◆ Given data
════════
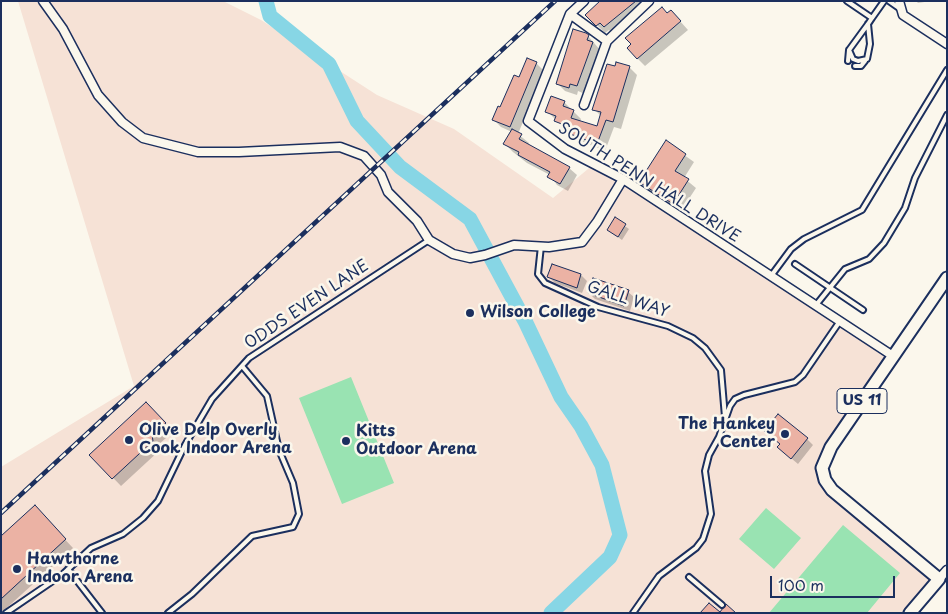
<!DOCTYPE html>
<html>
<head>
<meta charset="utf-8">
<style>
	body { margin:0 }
	#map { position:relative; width:948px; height:614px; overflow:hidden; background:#fbf7ec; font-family:"Playpen Sans",sans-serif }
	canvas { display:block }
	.frame { position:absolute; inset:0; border:2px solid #1b2f5e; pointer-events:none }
	.scale { position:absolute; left:770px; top:576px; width:125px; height:22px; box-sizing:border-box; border:2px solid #1b2f5e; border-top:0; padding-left:6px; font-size:15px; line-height:18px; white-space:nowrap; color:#1b2f5e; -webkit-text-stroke:4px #fbf7ec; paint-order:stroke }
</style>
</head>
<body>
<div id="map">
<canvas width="948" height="614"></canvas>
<div class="frame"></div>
<div class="scale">100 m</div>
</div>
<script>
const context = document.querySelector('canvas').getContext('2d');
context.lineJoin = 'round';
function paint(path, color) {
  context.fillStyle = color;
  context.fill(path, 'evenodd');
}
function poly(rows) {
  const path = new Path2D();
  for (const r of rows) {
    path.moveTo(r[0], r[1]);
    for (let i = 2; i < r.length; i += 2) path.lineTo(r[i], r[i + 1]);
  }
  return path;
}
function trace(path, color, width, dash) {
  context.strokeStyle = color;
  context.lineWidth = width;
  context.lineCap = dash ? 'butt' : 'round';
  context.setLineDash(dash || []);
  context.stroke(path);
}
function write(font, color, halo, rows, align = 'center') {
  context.font = font + ' "Playpen Sans",sans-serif';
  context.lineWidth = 5;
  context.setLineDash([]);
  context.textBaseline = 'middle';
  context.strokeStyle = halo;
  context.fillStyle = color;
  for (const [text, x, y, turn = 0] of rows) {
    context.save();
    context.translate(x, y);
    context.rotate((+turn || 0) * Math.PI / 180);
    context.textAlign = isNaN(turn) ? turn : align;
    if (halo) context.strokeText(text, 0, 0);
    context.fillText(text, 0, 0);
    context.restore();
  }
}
const built = poly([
	[18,1,223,1,261,20,377,95,454,129,553,198,594,164,893,356,831,447,823,474,939,579,910,613,1,613,1,467,134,386]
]);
const green = poly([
	[351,377,394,483,342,504,299,398],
	[766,508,801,538,774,569,739,539],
	[843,525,900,573,867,613,769,613]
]);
const shadow = poly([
	[602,1,644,1,613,34,609,30,605,33,587,15],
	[916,1,931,1,918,3],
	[671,11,688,30,645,66,637,58],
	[588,36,601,51,585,94,578,91,577,95,565,91,557,83],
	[536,63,544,71,518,134,529,143,528,146,569,168,577,175,568,191,557,185,550,175,527,163,513,152,505,144,512,132,501,127,493,119,520,78],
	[629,67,637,75,621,129,614,127,605,151,575,139,547,111,564,102,581,119,580,123,598,128,601,116,594,109,616,68],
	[666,142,694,162,684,178,696,188,681,211,648,190,640,182],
	[615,219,629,229,622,240,608,230],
	[581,275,587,281,582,293,555,283,549,277],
	[628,292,634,297,630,311,595,299,589,293],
	[146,404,173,432,159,444,160,450,121,486,91,455],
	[807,439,813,445,798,464,785,453,781,445],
	[42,515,73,548,1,613,1,538]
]);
const river = poly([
	[266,1,270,16,329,64,357,121,400,167,470,219,526,323,561,397,581,426,602,465,620,535,610,557,551,613]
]);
const building = poly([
	[600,1,636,1,604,27,600,23,596,26,585,15,600,1],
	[662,7,667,13,671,10,681,21,637,59,627,48,631,44,625,38,662,7],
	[573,29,586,33,589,35,587,40,593,42,577,86,570,84,569,88,556,84,573,29],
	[527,58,537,62,510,127,492,120,498,106,500,107,514,75,519,77,527,58],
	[616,62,630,66,613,122,606,120,597,144,565,132,567,126,554,121,556,116,545,112,551,96,565,101,563,106,574,110,571,118,597,126,601,112,592,110,607,64,615,66,616,62],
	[512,129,522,134,519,139,570,167,560,184,547,177,550,172,518,155,519,152,503,144,512,129],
	[666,140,686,154,675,171,689,179,673,204,639,182,666,140],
	[615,217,626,224,618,237,607,230,615,217],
	[552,264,581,274,577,288,547,277,552,264],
	[593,278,629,290,624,306,588,293,593,278],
	[146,402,166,423,152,435,153,441,112,479,89,455,146,402],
	[778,414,808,438,791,459,777,447,780,444,764,431,778,414],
	[35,505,66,539,1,599,1,536,35,505],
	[709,603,720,612,726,604,736,613,700,613,709,603]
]);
const lane = poly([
	[847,1,872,18,884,1],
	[889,1,899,8],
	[868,24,870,44,867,59,858,61,853,59,849,50,868,24,872,18],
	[848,61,849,50],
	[855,66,861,66,865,61],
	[541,246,538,274,545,283,598,307,668,326,693,338,705,348,721,370,725,417],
	[795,264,863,310],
	[771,276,791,249,804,239,862,210,947,70],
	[816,305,845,269,869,259,884,243,905,208,915,178,947,115],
	[68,569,102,613],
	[689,577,722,605],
	[6,613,63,574,91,548,123,534,143,518,158,501,185,445,212,399,249,358,429,240],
	[168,613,192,594,252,536,293,527,299,514,293,483,279,450,267,396,242,366],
	[633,613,659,576,696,548,703,539,711,514,705,471,709,455,719,437,730,406,735,399,744,395,795,382,803,375,840,321]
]);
const street = poly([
	[43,1,63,29,98,95,122,122,143,138,198,152,239,152,340,147,364,156,381,175,388,192,417,221,429,240,453,254,470,258,485,255,514,245,549,247,582,242,597,222,623,179],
	[584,1,570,14,528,121,565,149,623,179,893,356],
	[899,1,903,15,947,44],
	[570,14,607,41],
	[584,105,607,41,649,1],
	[939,579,947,570]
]);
const primary = poly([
	[910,613,939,579,832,490,825,480,822,468,831,447,947,278]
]);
const rail = poly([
	[1,513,555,1]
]);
const markers = [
	[470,313,5,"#1b2f5e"],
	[785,434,5,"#1b2f5e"],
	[129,440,5,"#1b2f5e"],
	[346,441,5,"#1b2f5e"],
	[17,569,5,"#1b2f5e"]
];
const shields = [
	[862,401,50]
];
const shieldNames = [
	["US 11",862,401]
];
const streetNames = [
	["SOUTH PENN HALL DRIVE",649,183,32],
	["GALL WAY",628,300,18],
	["ODDS EVEN LANE",307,305,-34]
];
const poiNames = [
	["Wilson College",480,313],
	["The Hankey",775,425,"right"],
	["Center",775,443,"right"],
	["Olive Delp Overly",139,431],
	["Cook Indoor Arena",139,449],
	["Kitts",356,432],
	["Outdoor Arena",356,450],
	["Hawthorne",27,560],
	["Indoor Arena",27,578]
];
paint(built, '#f6e2d6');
paint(green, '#99e3b2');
paint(shadow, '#0003');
trace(river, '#87d6e5', 15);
paint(building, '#ebb2a4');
trace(building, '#1b2f5e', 1);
trace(lane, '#1b2f5e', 8);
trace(street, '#1b2f5e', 11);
trace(primary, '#1b2f5e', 15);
trace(lane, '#fbf7ec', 4);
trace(street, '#fbf7ec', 8);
trace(primary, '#fbf7ec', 11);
trace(rail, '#1b2f5e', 4.5);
trace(rail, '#fbf7ec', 2.5, [8]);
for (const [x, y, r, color] of markers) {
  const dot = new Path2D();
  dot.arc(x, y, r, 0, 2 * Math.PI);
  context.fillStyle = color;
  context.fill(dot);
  trace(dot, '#fbf7ec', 2);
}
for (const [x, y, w] of shields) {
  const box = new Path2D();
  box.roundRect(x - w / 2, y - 12.5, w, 25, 4);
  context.fillStyle = '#fbf7ec';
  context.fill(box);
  trace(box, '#1b2f5e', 1);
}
write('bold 15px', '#1b2f5e', null, shieldNames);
write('16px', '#1b2f5e', '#fbf7ec', streetNames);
write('bold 16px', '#1b2f5e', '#fbf7ec', poiNames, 'left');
</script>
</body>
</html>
════════
Across the listing above, in how many lines does the string "setLineDash" occur? Give the number only.

◆ Answer below
2